Ever since my college History of Western Music class, I’ve noticed affinities between my twin musical loves, Baroque and 80s synth pop – and this has now been confirmed by the Wikipedia article on Counterpoint. Listen to the refrain of “Never Let Me Down Again” if you want proof of Depeche Mode’s contrapuntal mastery!
I had a great time reading these articles on Depeche Mode:
This is, after all, a band whose music dotes repeatedly on depression, sexual politics/S&M (“Master and Servant”), mood-swing-prone deities (“Blasphemous Rumors”), sex as a mood-swing-prone-deity metaphor (“The Love Thieves”), and the healing properties of taciturn girls in black dresses. And so, it’s common wisdom that the DM oeuvre functions solely as a disposable soundtrack to the more John Hughesian moments of adolescence. Once one attains maturity, it is assumed, one gladly abandons those mopey Modes for the reputedly more sophisticated likes of Radiohead or something.
(This was written in 2001 – I bet DM’s cultural cachet has gone up since then.)
The city paper article also refers to DM’s campiness. Camp is a new concept for me, so I’m trying to wrap my mind around whether Depeche Mode is campy. Wikipedia says:
Camp is an aesthetic in which something has appeal because of its bad taste or ironic value. According to Webster’s New World Dictionary of the American Language camp is “banality, artifice, mediocrity, or ostentation so extreme as to have perversely sophisticated appeal.”

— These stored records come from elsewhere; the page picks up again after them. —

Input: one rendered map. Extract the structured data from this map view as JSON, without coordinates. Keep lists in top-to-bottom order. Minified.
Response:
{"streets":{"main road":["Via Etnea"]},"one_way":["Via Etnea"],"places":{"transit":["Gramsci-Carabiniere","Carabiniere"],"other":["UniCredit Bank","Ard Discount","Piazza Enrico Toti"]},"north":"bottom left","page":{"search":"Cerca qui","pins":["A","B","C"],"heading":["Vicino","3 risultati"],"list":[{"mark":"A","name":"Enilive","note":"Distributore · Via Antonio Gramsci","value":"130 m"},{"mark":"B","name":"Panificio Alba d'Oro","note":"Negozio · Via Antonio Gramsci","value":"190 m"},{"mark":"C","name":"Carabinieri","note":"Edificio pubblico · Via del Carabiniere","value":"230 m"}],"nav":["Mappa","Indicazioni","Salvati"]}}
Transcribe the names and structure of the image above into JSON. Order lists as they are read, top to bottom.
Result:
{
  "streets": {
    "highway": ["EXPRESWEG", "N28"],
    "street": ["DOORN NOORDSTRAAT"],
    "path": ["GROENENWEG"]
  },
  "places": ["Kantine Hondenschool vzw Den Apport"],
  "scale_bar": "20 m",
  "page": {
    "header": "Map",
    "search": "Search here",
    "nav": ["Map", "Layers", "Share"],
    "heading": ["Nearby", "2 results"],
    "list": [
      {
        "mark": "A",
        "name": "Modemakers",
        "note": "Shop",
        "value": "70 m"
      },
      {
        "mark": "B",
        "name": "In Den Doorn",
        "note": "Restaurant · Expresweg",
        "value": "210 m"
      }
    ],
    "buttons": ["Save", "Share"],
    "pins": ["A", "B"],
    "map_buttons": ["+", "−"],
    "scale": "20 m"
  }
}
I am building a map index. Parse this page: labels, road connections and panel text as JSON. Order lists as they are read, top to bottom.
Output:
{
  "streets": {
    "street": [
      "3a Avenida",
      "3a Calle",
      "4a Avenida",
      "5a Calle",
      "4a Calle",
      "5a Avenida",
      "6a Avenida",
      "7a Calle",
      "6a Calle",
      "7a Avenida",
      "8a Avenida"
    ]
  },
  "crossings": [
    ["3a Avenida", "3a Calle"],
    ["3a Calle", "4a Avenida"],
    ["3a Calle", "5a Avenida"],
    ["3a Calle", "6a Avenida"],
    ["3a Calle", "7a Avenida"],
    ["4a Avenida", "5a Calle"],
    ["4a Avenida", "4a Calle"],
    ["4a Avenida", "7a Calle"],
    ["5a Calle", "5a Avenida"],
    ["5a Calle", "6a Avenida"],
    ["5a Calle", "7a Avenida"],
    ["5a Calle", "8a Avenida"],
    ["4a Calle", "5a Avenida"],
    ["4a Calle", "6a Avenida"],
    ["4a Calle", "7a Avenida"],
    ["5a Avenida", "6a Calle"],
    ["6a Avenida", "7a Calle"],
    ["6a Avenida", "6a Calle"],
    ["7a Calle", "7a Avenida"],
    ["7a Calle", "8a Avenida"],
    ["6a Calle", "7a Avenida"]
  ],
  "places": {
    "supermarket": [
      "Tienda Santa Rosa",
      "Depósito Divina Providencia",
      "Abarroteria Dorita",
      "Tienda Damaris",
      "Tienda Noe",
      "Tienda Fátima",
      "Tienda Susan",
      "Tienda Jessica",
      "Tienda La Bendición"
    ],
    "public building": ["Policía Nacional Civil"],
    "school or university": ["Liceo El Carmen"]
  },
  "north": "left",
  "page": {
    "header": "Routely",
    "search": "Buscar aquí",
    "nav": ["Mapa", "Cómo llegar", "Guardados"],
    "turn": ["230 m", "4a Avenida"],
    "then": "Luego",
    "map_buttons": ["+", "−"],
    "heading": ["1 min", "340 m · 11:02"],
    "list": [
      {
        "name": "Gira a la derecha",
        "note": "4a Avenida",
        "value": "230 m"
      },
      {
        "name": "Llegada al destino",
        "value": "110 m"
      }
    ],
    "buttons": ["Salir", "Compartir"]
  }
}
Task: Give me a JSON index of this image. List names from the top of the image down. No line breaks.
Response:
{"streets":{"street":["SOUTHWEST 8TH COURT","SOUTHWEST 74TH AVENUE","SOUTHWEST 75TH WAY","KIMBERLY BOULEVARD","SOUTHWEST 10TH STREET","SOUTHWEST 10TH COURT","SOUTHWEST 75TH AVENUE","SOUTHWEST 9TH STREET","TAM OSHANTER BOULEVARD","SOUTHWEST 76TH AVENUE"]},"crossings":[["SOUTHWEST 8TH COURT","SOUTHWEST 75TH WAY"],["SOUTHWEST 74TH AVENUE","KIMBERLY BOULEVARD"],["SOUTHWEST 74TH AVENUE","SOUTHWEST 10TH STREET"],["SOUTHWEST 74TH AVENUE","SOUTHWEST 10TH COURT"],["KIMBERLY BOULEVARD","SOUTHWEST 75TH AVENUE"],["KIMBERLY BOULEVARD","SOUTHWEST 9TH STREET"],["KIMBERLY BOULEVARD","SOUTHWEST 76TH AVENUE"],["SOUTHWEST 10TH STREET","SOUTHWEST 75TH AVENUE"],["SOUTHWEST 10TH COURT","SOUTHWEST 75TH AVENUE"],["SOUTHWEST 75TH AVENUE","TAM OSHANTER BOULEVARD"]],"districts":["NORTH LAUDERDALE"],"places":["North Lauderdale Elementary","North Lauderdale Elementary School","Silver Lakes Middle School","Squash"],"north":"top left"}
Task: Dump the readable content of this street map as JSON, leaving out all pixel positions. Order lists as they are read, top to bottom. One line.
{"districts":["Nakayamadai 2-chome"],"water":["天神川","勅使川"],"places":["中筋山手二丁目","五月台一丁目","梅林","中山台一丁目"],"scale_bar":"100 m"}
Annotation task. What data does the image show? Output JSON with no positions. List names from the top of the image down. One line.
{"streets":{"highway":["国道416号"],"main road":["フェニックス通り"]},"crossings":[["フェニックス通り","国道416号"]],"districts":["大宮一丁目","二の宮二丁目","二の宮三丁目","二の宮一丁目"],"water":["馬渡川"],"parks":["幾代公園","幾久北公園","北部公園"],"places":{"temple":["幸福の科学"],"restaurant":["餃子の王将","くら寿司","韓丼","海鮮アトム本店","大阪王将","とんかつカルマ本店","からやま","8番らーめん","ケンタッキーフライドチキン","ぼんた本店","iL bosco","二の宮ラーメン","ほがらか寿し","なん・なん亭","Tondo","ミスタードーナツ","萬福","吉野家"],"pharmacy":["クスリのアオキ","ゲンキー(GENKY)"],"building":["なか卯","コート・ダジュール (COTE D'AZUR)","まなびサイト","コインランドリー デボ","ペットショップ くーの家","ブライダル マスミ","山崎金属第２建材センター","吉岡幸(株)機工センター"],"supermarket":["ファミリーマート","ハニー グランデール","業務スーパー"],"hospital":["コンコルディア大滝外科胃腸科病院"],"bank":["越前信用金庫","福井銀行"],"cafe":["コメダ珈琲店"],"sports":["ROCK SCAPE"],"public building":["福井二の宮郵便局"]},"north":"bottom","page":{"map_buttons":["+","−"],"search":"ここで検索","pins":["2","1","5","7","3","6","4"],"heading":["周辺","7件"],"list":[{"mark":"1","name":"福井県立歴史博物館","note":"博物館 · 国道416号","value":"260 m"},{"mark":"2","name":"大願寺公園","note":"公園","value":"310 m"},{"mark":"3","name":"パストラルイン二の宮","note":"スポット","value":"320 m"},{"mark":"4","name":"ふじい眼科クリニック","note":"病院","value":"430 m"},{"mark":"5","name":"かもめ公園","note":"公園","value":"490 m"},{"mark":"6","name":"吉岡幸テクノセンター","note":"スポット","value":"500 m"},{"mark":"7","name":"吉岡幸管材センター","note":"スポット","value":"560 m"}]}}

If this is the definition of camp, then whether or not one accepted DM as camp would depend on whether one was attracted to it because of its bad taste right? And while I think DM’s fashion sense and how they choose to be photographed is in pretty bad taste, I don’t think that about the music. Their music is unironically awesome!
Reviewers can make fun, but the passion and flamboyant unabashedness of their music (not just visual style) is one of the things I love most about Depeche Mode and some other bands (Erasure, Keane, A-ha on Hunting High and Low). I don’t know if that’s camp or not – maybe just if you think the passion is misdirected?
And I think I love the same thing about Henry Purcell’s odes and welcome songs, many of which were written to celebrate royalty and nobility. Music historians and liner note writers sometimes mock or apologize for the sycophantic and uninspired nature of their libretti (which Purcell didn’t write), but I revel in how cheesy they are (though really what’s cheesy are the causes for which they were written – in this case, celebrating the Duke of Gloucester’s birthday). They make me love the music even more. Case in point:
Who can from joy refrain, this gay,
This pleasing, shining, wond’rous day?
For tho’ the sun has all
His summer’s glories on,
This day has brighter splendour far.